Here we take Diddly. This horse is not REALLY down hill. He stands a bit rectangular, with the height of the rectangle being a bit longer than the lenght (long legs). He has a stiffish coupling and lacks natural muscling below his point of buttock. It is easier for him to travel on his forehand, in spite of a nice shoulder and actually being quite close to level (look at the angle of the line from front feet to back feet and compare it to the angle for the line from point of buttock to root of neck). His knees are not way lower than his hocks either. He has a nice roomy hock behind but he has small, round knees and light bone and is tied in at the knee in front. He is pretty nice. 

There is a lot more to a horse traveling uphill (or forehand heavy) than actually BEING uphill or downhill in build. Those horses, like Diddly here, that are pretty close to level, usually travel on the forehand for a variet of reasons from training to riding to other physical flaws. 

I have not jumped in here as the discussion is interesting.. but it is NOT simplistic. When looking at photos, draw a line from back feet to front feet.. that is your level line.. and then draw the line from center of knee to center of hock (hocks are usually a little higher than knees) and then draw a line from root of neck to point of buttock. Compare the last line to the first line to judge a photo of a horse as up hill or down hill. 

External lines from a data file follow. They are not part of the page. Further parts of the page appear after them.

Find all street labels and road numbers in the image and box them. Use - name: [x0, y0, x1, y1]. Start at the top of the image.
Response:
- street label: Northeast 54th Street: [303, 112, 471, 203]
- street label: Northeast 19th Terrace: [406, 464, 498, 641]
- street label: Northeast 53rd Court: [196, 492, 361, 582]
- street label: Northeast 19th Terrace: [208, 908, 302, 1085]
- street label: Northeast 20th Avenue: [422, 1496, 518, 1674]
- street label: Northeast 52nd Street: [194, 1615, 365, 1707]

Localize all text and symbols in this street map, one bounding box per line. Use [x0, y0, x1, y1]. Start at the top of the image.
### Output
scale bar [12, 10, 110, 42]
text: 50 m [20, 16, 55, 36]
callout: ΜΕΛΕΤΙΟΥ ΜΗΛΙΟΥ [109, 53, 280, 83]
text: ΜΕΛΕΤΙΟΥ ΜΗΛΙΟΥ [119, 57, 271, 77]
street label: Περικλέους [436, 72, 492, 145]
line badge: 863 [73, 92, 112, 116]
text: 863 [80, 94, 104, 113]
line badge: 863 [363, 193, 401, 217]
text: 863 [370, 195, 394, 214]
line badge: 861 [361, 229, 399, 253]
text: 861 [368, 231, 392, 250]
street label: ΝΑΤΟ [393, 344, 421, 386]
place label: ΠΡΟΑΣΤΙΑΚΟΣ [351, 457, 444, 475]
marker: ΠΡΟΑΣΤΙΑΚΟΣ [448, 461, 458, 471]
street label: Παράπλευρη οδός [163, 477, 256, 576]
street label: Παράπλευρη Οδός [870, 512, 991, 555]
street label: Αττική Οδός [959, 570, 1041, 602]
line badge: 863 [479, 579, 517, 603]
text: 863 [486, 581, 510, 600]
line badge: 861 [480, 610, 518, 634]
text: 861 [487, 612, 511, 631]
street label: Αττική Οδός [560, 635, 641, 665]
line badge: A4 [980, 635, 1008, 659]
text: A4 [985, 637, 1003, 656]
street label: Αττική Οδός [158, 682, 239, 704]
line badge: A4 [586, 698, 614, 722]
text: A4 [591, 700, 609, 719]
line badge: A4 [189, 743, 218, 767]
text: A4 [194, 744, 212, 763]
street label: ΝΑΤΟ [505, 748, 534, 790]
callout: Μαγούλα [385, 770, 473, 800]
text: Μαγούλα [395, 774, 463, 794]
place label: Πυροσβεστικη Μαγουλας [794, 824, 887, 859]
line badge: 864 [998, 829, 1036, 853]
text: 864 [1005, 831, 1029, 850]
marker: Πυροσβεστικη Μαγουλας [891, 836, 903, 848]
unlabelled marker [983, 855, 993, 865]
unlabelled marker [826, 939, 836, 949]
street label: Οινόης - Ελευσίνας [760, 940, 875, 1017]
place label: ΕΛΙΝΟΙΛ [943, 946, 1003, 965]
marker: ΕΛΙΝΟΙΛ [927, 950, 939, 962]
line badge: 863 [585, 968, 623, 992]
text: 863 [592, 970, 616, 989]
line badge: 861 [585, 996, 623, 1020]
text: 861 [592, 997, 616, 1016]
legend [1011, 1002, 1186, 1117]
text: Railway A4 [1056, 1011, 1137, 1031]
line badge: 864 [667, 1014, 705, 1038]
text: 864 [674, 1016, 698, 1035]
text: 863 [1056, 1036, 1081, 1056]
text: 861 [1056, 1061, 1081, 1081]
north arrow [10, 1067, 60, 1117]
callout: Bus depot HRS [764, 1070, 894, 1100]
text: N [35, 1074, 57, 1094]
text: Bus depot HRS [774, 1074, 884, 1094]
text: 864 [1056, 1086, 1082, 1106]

Also look at the photo. If the horse's back bone is not parallel to the film plane, then the image is going to be distorted and untrue to judge.

BTW I like Diddly here. Nice horse.


----------



## CandyCanes

oh thank you elana  I wasn't expecting that at all! We should all be paying you for these lovely critiques!
He is starting to work more uphill now... Much improved since starting the use of side reins last Tuesday. Even at his worse, he's never FELT like he's working downhill. But at this time, he feels lime he's going up a hill, which is what I look for 
Again, huge thanks elana for taking the time to give him a little critique!
_Posted via Mobile Device_


----------



## Elana

I accept cash..................................


----------



## CandyCanes

Well how is a couple of thousand dollars for you? Too little?  

btw, just wondering what tour reasons where for circling Diddlys croup area when you were drawing in your lines? I am not sure what is wrong with that area so please enlighten me!


----------



## Elana

That is his loin or coupling.. and it is very strong but also stiff (strong couplings, which I love, tend to be stiff and can make a dressage horse a bit difficult to collect).


----------



## dkb811

Avatar pic is of my downhill mare. Elana, I don't have 1000's to pay you but I sure do thank you for the critique awhile back!


----------



## Elana

Y'all welcome. I like to do critiques.. tho sometimes I have little time. If I "like" someone else's critique I am saying, "Yeah.. they addressed it, no need for my comments."


----------



## CandyCanes

Elana said:


> That is his loin or coupling.. and it is very strong but also stiff (strong couplings, which I love, tend to be stiff and can make a dressage horse a bit difficult to collect).


thanks again! You are an utter superstar! Diddly finds it very easy to come into the low frame I'm asking of him at the moment. He's doing well, and loves his dressage, so that's all the matters currently!


----------



## Elana

Diddly has the potential to do quite well. I would take him as far as your time and money let you. His issue will come at the higher level movements (Pirouette etc). I would train to that level anyway. He may not be a superstar at it, but you will learn hugely...


----------



## CandyCanes

Elana said:


> Diddly has the potential to do quite well. I would take him as far as your time and money let you. His issue will come at the higher level movements (Pirouette etc). I would train to that level anyway. He may not be a superstar at it, but you will learn hugely...


Oh yes, I plan on training him as far as I can. The ultimate goal for competition is Prix St Georges, which I've seen worse horses than Diddly do well at.


----------



## Elana

Have fun and do show us training videos of your progress!


----------